Spike Lee is an important filmmaker of our generation. He carefully picks up the subject for his movies and turn them into something beautiful and significant. Upon the recommendations of Late Roger Ebert's Great Movies List, I managed to catch up with two of Lee's films: "Do the Right Thing and 25th Hour". Needless to say, Roger was right about them. They were doubtlessly good.

'Do the Right Thing' chronicles the lives of two teenagers who want to make up to marquee NBA draft. For those who know about NBA Basketball and American Society would also know that making into any of the big NBA franchise is a dream come true for any growing-up teenager in USA. This film gives us a detour of their college lives, societal lives, playing styles, struggles and triumphs and by triumphs, I don't mean that they make it to any of those NBA franchise in the end but how they finally learn their lives in peace. The movie was an outstanding success with both critics and audiences and became one of the talking points in 90s America. It's a feature film made in the guise of a documentary and stretches well over three hours.As far as I know about European and American Cinema, anything that goes above 105 minutes mark there, goes for a toss everywhere. Critics and audiences alike rarely show sympathy to these 'sticky dogs' and only a handful emerge as winners out of this 'pathetic, neurotic' struggle. Sergio Leone's epic 'Once Upon a Time in America' measuring 4 hrs and 20 minutes in movie time went into public trash and only until recently, Critics showered it with their new-found love. They term it as a classic now but it's earlier failure with popular audience ultimately pushed Sergio into depression and he never came out of it again. Remember, this was the guy who came up with the iconic western classic, 'The Good, The Bad and The Ugly' and made Clint Eastwood a cultural icon in USA. 'Do the Right Thing', being a docu-movie et al., did brilliantly well you would guess by now.

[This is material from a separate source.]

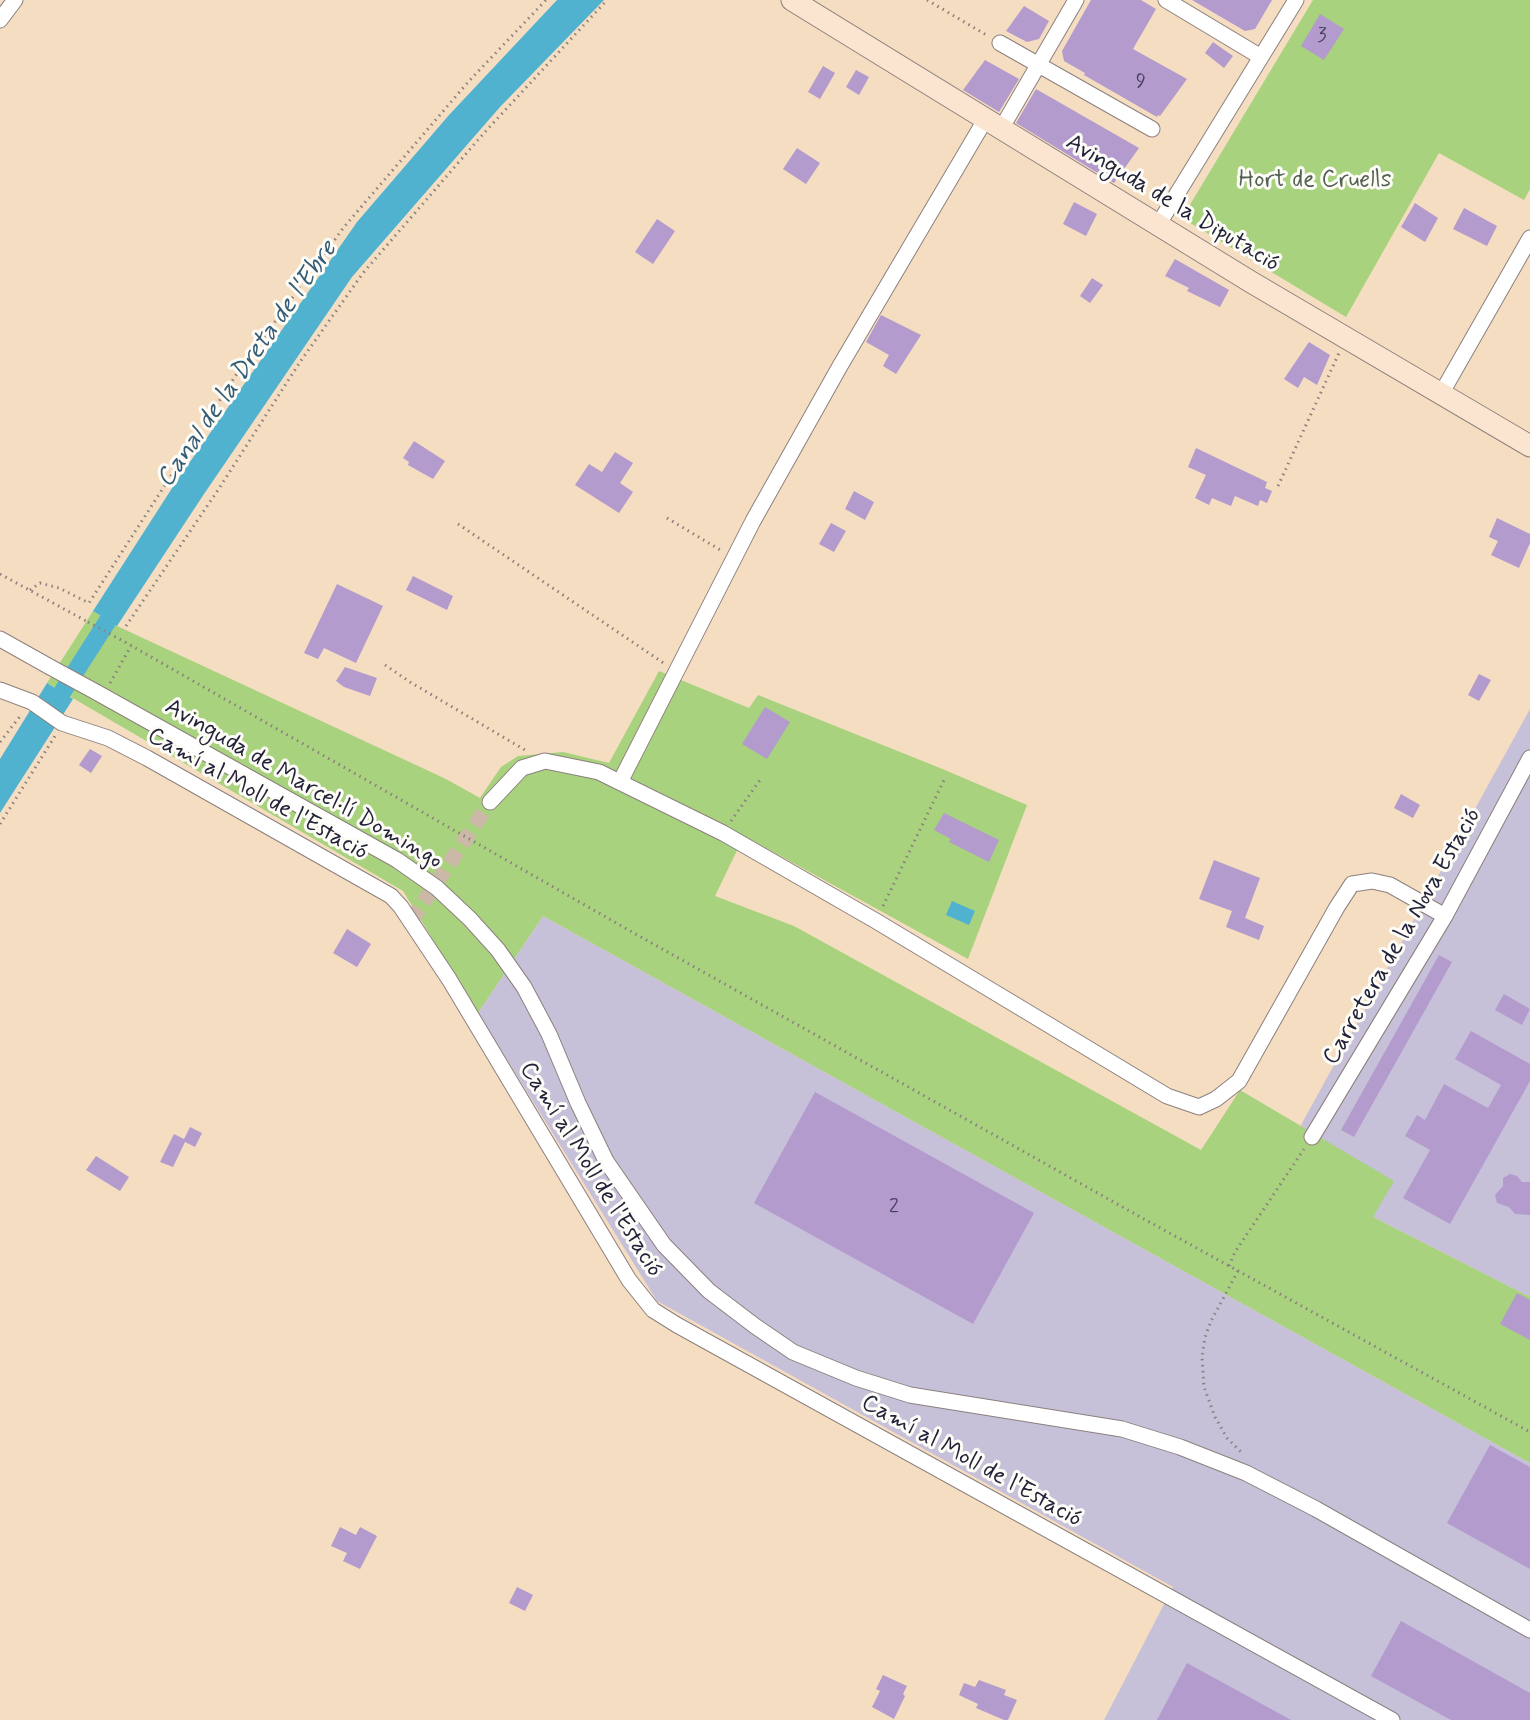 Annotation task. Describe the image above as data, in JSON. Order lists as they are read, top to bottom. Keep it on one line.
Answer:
{"streets":{"street":["Avinguda de la Diputació","Avinguda de Marcel·lí Domingo","Camí al Moll de l'Estació","Carretera de la Nova Estació"]},"water":["Canal de la Dreta de l'Ebre"],"parks":["Hort de Cruells"],"house_numbers":["3","9","2"]}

25th Hour came out in year 2002, almost 10 years after Do the Right Thing. It stars Edward Norton, Phillip Seymour Hoffman, Barry Pepper, Rosario Dawson, Anna Paquin, Brian Cox and many others. You see, for the top billed stars of this movie only, I would have watched it. I have already written at length about Phillip and Norton in my earlier blogs. Late Phillip, by the time he died tragically due to drug overdose last year, was already christened as the 'greatest character actor and arguably one of the greatest ever'. Edwardd Norton is hands down the better actor than Brad Pitt and Leonardo Di Caprio and is a proud successor of the lineage Marlon Brando, Jack Nicholson, Gary Oldman and Sean Penn have embraced. It has been said repeatedly over and over that Edmund Norton doesn't act much, he just explodes and no movie stays true to this promise anymore in his carrier, barring perhaps 'Primal Fear' where on his debut and being only 16 years old, he knocks down Richard Gere in a classic acting duel. His legend got established that day only.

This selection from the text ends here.